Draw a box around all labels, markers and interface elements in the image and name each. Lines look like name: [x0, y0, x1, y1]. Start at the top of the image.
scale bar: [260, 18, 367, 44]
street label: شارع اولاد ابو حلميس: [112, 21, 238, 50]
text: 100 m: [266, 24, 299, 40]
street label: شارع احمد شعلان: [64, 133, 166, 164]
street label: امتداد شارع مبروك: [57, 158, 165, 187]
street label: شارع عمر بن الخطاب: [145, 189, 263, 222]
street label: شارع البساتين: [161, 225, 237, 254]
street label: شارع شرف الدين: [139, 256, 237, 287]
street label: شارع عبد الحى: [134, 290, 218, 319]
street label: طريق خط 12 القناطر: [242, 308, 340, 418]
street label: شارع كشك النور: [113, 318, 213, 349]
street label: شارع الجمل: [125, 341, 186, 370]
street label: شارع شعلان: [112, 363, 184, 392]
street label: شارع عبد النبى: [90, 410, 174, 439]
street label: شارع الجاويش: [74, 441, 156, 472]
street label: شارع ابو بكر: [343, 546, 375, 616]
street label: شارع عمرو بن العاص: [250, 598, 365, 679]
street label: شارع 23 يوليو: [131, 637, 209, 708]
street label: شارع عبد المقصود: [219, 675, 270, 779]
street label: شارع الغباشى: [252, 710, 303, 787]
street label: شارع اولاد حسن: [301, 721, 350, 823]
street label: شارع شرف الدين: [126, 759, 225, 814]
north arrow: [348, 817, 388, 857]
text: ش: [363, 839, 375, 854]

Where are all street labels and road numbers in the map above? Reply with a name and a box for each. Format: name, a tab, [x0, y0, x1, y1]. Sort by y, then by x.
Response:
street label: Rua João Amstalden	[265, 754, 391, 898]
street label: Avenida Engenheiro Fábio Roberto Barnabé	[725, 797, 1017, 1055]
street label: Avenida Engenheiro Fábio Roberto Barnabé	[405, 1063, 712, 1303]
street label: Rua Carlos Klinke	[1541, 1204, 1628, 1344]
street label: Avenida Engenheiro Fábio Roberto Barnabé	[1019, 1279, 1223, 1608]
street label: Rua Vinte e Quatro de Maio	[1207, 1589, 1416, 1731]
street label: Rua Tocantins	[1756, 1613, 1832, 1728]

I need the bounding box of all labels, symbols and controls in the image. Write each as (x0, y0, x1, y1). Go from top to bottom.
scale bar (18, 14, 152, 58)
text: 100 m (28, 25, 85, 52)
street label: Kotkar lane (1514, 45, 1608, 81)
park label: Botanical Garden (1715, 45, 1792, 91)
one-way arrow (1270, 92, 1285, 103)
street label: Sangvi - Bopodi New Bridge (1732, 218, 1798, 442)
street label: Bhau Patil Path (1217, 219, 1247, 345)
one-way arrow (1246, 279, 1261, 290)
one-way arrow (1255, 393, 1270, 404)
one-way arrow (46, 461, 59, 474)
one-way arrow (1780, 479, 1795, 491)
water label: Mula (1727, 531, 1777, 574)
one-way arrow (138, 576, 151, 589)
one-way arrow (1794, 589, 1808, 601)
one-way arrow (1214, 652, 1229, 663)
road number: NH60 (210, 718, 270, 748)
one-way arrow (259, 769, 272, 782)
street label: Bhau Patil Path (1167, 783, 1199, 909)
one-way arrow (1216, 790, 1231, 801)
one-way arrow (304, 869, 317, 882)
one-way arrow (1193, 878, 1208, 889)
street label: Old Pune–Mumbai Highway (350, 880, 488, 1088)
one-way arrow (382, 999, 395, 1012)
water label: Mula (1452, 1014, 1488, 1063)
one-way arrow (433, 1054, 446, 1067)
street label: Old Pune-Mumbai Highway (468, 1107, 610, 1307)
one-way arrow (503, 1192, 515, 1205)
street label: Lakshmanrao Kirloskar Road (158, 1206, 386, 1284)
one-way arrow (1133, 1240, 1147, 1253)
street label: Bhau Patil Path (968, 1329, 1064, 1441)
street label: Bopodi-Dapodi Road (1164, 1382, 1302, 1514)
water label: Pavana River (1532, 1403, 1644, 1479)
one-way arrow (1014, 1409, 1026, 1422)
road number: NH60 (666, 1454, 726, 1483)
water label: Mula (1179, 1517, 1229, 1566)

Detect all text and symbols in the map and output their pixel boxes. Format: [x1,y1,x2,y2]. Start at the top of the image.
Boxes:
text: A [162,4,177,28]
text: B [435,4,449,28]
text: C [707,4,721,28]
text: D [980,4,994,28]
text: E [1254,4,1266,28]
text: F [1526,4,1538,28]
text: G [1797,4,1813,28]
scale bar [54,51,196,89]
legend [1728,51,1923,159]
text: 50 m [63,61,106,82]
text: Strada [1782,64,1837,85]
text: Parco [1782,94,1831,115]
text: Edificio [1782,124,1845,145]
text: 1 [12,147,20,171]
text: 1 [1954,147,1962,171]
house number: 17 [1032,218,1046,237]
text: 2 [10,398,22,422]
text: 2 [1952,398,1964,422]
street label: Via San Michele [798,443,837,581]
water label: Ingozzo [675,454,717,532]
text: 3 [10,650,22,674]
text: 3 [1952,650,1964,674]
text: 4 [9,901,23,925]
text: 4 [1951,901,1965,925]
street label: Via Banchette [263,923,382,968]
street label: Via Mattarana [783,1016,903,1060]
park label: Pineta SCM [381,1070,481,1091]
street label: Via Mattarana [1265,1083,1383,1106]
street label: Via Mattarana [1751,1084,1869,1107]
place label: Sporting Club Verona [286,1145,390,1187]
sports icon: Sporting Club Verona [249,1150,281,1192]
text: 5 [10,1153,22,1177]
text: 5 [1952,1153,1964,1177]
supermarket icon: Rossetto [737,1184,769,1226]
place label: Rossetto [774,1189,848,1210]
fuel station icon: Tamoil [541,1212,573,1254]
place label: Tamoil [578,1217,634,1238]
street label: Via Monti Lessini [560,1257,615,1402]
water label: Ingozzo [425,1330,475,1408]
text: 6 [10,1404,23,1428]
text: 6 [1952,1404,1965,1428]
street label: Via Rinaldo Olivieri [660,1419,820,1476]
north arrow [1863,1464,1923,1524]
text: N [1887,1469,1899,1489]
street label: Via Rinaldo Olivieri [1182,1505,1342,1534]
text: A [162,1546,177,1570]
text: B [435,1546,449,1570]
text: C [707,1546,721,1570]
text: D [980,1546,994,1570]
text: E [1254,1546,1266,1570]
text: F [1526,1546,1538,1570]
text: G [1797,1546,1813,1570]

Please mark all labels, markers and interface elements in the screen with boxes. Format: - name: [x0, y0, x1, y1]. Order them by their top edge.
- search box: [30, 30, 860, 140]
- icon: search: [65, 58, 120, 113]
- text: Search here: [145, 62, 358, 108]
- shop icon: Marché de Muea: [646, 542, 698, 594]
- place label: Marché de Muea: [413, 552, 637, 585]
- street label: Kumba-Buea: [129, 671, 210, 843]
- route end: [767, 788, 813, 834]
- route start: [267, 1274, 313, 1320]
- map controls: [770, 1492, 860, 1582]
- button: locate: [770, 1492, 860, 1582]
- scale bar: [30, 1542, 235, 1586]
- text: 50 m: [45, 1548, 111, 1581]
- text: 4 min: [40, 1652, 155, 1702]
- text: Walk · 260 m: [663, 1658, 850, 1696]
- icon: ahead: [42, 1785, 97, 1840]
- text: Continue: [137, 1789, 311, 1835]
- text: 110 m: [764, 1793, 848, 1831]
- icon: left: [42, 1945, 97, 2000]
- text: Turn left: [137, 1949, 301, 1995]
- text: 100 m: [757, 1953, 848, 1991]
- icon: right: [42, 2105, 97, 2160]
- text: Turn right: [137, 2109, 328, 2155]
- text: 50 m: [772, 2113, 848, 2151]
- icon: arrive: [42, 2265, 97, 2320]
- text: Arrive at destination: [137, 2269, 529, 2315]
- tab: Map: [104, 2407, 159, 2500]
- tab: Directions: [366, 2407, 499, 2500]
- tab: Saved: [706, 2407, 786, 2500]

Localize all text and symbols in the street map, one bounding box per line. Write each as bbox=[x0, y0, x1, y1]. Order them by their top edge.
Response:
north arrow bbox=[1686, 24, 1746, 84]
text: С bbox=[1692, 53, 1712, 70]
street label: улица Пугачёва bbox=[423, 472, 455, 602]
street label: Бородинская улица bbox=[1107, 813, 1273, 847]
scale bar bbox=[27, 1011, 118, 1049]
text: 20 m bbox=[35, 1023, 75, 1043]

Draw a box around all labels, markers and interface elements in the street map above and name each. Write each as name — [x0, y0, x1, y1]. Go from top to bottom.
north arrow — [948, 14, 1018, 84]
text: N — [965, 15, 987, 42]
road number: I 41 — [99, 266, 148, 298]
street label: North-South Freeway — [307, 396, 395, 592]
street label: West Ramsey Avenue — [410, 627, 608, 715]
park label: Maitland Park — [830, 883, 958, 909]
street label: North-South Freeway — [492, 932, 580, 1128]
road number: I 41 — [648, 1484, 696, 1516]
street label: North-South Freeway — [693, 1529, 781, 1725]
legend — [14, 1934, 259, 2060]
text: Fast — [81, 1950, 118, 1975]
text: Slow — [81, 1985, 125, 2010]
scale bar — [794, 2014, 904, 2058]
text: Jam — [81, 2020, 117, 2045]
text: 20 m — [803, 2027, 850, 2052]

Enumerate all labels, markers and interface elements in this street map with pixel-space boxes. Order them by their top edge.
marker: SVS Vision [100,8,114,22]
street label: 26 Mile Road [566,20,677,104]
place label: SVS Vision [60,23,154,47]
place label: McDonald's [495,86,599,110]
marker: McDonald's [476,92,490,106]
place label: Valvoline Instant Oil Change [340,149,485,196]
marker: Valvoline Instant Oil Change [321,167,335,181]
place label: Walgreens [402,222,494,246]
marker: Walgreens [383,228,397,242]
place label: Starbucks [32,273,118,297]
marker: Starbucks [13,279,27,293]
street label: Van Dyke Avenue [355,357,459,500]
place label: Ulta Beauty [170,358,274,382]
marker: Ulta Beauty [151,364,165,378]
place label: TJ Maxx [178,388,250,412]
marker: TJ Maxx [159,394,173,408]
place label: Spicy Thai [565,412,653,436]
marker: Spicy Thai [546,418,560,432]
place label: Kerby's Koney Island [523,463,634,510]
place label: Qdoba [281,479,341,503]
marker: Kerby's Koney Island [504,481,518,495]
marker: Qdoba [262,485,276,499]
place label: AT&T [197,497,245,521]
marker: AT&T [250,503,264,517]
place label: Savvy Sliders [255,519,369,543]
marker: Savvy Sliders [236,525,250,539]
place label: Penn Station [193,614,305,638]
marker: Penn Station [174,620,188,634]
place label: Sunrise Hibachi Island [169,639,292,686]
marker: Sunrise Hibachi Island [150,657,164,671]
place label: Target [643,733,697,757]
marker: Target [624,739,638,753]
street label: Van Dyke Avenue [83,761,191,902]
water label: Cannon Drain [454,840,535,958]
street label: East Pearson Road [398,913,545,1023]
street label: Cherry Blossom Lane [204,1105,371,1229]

##########

**Task objective:**
Search the records above for "bbox". Copy each line where it is found.

**Response to the task:**
Localize all text and symbols in the street map, one bounding box per line. Write each as bbox=[x0, y0, x1, y1]. Order them by their top edge.
north arrow bbox=[1686, 24, 1746, 84]
text: С bbox=[1692, 53, 1712, 70]
street label: улица Пугачёва bbox=[423, 472, 455, 602]
street label: Бородинская улица bbox=[1107, 813, 1273, 847]
scale bar bbox=[27, 1011, 118, 1049]
text: 20 m bbox=[35, 1023, 75, 1043]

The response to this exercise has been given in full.